*** Listed records ***

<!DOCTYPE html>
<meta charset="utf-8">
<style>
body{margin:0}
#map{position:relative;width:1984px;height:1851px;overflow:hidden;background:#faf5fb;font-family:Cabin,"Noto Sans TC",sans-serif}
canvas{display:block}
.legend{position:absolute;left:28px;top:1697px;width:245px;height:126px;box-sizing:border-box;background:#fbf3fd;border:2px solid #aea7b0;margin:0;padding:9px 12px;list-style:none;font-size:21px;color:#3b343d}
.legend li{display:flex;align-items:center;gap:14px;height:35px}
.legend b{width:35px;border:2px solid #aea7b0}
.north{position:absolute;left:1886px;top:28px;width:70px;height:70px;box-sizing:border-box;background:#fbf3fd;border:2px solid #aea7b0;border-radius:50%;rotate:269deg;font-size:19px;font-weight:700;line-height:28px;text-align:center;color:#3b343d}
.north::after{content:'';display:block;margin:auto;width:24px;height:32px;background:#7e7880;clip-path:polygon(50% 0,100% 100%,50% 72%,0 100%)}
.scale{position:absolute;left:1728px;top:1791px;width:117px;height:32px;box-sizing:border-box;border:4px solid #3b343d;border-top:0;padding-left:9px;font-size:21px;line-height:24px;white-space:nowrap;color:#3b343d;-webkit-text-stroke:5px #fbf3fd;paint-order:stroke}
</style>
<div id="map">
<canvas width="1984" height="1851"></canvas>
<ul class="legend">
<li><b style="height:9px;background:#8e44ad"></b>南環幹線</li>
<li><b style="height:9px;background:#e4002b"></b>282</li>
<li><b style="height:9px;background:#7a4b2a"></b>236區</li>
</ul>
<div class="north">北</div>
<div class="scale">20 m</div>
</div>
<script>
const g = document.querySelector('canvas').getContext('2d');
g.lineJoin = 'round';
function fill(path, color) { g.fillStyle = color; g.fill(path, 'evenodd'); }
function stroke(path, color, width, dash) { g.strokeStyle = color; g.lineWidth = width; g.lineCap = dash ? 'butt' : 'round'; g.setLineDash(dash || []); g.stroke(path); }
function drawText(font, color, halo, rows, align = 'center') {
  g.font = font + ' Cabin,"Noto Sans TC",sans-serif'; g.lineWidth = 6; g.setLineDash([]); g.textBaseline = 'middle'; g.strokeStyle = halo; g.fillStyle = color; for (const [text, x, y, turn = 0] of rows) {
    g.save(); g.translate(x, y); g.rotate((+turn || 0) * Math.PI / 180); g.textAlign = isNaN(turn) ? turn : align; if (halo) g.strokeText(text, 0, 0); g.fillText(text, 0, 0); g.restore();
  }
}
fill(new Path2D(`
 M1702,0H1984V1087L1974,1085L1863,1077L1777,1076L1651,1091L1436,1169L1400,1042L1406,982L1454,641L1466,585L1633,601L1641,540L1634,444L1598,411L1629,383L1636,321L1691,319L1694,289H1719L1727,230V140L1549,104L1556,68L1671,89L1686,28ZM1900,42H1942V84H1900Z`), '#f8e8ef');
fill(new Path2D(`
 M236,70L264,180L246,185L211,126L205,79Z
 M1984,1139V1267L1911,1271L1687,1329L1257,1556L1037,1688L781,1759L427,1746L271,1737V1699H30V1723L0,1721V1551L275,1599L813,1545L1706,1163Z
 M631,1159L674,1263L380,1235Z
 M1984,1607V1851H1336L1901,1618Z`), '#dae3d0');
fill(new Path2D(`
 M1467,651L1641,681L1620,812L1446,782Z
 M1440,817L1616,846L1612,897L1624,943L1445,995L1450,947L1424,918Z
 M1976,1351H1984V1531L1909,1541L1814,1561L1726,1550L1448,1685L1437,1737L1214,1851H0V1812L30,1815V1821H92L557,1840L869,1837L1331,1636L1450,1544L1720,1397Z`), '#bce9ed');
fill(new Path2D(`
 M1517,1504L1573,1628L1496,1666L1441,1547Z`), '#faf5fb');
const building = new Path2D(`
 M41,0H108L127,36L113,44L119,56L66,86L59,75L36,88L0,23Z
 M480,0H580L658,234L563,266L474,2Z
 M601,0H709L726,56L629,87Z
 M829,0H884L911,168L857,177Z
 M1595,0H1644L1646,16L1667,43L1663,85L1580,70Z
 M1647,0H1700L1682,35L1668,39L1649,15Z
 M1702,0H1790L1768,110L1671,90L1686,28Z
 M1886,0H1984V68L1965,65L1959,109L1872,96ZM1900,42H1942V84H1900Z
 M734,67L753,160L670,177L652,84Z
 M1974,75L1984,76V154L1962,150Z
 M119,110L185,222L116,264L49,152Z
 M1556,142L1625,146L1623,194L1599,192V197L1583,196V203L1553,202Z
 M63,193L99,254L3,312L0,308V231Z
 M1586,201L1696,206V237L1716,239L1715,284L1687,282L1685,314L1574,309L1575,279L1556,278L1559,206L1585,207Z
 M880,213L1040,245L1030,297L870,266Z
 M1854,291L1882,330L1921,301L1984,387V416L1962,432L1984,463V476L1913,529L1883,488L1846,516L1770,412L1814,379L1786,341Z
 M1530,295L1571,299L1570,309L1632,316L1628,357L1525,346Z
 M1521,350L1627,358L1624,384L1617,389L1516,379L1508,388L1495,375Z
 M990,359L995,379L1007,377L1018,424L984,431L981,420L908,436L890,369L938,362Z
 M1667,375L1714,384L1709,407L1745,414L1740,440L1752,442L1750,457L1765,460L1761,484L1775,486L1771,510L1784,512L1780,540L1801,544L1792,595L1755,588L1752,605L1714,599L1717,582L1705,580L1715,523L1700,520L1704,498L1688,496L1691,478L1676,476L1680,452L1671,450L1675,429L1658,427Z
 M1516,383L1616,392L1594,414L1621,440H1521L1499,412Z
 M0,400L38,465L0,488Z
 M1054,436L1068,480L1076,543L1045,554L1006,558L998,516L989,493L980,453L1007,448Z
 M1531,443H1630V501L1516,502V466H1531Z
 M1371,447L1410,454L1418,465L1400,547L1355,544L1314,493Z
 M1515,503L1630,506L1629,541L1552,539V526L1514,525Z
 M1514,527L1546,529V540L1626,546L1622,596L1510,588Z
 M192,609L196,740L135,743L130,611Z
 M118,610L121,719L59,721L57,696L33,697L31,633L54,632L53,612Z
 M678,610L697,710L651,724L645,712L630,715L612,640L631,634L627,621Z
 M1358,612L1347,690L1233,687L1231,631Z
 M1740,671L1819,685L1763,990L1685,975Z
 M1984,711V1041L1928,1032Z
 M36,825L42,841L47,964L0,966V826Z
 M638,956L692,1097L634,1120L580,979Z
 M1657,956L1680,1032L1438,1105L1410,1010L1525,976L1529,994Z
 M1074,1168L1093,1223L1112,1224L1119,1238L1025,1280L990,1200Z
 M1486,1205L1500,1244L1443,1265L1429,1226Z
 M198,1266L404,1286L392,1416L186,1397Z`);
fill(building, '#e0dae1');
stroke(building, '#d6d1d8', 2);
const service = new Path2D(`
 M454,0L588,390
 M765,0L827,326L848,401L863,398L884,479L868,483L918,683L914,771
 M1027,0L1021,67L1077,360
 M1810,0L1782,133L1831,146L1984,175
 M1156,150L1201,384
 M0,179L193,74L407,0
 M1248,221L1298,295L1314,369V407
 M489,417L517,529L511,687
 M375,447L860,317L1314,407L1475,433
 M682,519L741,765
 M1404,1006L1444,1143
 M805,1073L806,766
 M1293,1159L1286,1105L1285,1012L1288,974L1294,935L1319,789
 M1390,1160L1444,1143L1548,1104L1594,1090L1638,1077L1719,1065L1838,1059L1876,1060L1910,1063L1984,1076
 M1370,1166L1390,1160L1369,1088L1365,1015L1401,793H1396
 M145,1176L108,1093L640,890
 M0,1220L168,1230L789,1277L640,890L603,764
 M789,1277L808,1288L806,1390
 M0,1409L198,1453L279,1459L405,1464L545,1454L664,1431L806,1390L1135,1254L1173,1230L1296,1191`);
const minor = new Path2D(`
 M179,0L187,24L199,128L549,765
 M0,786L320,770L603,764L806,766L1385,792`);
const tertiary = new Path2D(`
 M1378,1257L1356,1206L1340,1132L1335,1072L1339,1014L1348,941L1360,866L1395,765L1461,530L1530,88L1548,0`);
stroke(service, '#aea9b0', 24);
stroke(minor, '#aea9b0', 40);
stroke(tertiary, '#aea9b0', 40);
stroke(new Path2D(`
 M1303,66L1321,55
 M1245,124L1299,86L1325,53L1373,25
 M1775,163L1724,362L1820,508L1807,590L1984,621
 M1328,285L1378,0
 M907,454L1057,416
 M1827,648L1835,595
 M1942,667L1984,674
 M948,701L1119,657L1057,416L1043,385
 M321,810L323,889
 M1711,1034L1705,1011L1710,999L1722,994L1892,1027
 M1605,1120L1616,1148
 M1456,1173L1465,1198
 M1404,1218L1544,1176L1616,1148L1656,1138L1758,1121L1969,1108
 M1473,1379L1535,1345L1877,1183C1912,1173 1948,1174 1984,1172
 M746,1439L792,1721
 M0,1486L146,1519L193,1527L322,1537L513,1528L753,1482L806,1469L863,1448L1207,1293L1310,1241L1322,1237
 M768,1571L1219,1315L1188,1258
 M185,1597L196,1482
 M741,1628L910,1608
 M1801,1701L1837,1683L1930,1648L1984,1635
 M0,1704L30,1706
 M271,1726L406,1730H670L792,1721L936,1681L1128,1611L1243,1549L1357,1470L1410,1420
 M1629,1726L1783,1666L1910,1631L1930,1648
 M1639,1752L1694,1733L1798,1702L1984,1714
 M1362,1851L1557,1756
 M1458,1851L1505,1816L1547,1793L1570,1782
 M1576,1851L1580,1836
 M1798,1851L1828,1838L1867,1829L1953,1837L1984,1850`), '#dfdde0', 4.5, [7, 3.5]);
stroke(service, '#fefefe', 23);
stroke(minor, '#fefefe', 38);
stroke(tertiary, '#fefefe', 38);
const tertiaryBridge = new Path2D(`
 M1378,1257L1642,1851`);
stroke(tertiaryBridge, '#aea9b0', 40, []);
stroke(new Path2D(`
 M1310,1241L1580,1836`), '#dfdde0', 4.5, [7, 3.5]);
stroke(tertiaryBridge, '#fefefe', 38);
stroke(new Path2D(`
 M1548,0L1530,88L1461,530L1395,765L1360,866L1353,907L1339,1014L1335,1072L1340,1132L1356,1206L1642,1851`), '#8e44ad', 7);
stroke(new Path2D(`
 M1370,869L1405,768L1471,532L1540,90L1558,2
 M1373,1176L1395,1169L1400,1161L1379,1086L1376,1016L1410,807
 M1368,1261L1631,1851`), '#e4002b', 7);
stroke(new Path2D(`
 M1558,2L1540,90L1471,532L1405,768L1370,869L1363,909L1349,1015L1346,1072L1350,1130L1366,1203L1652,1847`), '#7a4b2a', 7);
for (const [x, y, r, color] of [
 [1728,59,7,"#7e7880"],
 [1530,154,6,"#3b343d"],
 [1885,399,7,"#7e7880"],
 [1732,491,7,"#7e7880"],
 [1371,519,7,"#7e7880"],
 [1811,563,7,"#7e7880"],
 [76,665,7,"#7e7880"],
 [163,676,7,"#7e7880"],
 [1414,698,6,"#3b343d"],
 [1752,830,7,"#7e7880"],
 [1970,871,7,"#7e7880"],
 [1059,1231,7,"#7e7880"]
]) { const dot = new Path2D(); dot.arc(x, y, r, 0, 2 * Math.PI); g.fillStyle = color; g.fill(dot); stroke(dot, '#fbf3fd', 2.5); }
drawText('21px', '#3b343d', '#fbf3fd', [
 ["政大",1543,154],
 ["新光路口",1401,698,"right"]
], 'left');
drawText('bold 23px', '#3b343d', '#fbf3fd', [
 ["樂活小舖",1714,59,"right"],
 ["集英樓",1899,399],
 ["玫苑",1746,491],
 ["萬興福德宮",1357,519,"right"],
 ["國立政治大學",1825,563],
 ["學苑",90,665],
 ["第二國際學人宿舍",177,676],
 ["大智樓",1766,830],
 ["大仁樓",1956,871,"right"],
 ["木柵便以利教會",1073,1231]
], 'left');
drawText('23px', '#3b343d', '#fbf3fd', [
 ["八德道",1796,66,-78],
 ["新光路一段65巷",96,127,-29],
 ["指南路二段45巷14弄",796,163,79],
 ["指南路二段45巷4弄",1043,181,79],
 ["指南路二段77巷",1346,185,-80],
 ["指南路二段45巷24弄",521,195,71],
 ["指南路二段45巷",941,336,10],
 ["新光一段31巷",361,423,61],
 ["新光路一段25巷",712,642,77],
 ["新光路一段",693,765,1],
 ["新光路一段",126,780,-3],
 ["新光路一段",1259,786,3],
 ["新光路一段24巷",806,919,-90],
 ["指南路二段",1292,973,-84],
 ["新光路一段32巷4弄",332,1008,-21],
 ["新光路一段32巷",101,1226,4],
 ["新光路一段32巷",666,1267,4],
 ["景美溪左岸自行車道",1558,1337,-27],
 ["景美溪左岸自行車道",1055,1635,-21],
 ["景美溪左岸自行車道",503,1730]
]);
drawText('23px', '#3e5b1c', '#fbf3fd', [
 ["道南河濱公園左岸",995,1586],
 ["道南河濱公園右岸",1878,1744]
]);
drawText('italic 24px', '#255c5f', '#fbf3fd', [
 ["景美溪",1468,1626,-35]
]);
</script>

*** End of Listed records ***

= Assignment =
Among the lines above, count those that hold the word "strokeStyle" and give only the count.

= Expected answer =
2